--- EXERCISE ---
How many lines in the records below contain "blocks"? Answer with the number alone.
* * * *
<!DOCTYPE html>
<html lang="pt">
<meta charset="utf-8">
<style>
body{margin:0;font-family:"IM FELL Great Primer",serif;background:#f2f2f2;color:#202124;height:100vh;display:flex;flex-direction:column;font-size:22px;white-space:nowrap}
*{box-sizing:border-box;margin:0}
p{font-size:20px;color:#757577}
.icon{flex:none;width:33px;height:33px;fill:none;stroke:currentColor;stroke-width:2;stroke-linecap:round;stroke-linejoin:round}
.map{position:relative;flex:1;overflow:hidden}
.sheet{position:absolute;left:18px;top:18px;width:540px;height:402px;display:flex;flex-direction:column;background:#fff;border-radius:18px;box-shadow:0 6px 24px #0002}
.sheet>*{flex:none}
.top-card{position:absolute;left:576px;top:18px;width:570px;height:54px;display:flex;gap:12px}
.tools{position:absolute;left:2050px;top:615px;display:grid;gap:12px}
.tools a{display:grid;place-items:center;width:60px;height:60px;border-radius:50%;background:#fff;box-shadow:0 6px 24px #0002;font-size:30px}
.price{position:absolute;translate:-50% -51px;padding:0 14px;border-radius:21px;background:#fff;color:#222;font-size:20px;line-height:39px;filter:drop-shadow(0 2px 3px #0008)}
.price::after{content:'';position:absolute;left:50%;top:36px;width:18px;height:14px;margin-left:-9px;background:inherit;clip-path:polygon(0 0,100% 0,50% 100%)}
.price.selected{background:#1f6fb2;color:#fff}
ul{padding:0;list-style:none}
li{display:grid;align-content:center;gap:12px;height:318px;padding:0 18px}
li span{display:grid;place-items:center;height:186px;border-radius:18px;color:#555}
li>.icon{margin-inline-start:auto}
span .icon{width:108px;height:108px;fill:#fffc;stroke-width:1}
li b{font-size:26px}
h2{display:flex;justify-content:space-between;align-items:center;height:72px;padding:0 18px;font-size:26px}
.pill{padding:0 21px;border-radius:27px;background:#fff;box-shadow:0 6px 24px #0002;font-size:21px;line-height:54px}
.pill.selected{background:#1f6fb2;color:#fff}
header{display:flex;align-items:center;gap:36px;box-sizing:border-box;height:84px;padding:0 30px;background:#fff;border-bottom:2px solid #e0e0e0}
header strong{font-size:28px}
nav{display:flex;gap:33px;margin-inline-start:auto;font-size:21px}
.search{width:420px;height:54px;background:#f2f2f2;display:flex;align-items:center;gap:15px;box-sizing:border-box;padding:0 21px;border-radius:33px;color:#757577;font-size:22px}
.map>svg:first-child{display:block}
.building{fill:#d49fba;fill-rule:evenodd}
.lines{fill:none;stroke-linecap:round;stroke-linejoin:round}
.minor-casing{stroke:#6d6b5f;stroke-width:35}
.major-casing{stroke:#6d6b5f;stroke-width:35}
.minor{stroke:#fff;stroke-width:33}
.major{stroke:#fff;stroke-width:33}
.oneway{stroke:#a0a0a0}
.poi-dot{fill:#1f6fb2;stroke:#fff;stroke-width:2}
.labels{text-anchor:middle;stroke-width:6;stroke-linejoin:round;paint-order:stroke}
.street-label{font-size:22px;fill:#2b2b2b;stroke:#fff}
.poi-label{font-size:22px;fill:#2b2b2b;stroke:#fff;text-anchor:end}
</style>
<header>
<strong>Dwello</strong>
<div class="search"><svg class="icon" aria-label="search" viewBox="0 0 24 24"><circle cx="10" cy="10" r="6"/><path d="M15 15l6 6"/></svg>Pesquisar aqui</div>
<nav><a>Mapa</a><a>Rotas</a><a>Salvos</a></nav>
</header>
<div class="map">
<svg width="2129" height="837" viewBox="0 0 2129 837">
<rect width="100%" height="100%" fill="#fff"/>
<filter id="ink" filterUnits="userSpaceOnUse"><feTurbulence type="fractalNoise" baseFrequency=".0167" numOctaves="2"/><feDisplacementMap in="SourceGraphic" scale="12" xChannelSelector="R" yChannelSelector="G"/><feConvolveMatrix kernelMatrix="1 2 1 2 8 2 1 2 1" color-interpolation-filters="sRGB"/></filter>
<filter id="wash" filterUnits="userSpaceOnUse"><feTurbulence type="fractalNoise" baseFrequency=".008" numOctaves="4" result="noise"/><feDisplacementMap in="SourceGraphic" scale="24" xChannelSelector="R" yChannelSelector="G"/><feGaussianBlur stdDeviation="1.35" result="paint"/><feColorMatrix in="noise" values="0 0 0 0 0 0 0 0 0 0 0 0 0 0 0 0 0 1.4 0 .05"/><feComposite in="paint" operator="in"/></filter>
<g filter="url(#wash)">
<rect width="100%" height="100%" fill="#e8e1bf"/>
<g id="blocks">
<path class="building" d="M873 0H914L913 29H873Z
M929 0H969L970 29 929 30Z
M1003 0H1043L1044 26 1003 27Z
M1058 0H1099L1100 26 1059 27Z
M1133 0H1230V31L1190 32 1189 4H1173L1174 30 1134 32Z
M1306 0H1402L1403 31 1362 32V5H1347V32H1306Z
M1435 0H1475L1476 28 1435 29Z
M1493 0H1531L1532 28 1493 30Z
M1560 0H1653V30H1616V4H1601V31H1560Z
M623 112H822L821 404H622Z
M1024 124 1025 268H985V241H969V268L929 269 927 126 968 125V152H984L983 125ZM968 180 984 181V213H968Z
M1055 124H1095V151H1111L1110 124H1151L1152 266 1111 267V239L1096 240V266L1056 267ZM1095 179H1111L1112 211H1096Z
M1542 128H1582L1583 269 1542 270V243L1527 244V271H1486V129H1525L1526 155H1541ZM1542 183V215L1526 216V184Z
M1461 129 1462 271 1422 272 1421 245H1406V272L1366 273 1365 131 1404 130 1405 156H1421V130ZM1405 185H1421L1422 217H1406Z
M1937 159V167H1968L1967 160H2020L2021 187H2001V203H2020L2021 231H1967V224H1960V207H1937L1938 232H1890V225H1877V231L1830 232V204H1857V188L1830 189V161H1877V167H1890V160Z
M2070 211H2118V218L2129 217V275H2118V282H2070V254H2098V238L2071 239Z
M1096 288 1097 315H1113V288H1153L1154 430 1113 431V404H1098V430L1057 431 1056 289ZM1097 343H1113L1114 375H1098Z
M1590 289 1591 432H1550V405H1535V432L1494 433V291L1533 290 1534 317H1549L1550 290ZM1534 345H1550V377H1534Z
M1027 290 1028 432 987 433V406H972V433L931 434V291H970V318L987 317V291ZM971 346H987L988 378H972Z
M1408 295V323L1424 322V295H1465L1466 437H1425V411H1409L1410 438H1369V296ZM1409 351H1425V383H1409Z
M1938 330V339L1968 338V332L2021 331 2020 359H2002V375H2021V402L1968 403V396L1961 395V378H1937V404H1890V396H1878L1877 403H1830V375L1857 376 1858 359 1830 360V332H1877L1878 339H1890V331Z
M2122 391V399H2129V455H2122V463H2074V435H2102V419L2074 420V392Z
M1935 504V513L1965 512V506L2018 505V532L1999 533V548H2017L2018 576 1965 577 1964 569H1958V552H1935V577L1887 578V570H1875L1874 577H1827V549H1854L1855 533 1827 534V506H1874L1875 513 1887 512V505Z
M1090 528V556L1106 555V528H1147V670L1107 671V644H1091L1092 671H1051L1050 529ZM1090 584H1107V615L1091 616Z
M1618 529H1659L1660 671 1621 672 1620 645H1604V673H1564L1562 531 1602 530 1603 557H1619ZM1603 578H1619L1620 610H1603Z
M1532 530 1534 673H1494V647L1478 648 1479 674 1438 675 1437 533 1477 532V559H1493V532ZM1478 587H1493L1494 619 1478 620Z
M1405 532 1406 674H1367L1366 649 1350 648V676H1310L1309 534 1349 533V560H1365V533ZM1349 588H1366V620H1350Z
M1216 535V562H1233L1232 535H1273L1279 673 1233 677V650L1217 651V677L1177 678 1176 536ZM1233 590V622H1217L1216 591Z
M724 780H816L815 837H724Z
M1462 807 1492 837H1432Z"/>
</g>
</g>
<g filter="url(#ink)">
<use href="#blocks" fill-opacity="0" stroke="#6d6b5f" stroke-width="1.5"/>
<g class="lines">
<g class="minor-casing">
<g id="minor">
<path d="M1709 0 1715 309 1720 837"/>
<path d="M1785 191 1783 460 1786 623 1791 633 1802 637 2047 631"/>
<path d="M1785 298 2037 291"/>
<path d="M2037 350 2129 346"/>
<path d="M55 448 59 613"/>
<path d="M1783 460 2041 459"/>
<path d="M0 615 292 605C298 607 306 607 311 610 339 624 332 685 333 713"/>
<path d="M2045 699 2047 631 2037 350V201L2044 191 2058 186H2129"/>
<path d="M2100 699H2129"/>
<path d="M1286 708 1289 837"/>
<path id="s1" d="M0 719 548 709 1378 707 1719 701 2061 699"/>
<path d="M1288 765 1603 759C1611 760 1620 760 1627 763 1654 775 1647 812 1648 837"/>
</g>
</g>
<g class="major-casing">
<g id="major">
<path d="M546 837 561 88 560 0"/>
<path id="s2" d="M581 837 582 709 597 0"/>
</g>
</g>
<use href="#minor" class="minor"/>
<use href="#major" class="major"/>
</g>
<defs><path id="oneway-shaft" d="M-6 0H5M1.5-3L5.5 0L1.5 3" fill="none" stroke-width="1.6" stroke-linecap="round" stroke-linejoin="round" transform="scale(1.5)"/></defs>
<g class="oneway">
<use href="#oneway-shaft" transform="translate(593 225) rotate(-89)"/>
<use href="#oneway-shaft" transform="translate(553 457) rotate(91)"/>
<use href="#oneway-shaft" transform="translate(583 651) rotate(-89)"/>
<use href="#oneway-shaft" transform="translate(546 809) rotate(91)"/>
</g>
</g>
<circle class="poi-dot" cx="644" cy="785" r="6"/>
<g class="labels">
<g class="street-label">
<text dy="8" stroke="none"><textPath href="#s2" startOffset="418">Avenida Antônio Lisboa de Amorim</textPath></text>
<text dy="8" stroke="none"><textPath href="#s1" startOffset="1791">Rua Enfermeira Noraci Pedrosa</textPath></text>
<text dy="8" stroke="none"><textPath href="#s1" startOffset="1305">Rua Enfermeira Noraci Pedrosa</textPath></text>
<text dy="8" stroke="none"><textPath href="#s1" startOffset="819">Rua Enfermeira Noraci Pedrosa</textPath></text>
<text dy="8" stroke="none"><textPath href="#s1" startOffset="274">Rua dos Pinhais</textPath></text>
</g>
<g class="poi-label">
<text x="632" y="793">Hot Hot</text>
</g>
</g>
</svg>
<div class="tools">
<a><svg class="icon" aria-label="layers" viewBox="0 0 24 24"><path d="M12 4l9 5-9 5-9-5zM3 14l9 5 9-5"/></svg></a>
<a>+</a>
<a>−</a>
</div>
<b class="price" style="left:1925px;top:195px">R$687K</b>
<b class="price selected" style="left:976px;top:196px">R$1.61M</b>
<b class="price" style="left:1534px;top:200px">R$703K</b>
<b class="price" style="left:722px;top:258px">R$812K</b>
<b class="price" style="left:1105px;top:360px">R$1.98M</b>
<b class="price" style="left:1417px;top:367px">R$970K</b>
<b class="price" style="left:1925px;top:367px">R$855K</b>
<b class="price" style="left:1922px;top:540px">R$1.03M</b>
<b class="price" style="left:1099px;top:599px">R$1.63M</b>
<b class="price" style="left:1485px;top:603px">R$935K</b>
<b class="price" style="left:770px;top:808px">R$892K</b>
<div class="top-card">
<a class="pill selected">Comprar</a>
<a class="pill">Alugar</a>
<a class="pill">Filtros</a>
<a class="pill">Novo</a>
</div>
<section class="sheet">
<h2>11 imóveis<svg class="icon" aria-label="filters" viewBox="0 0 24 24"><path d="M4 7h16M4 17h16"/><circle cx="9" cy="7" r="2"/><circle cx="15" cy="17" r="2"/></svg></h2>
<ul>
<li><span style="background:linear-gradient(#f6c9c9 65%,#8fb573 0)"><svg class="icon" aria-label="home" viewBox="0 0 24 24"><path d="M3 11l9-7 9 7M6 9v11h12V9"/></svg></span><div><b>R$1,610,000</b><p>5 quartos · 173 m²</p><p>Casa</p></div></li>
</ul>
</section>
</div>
* * * *
--- WRITTEN RESPONSE ---
2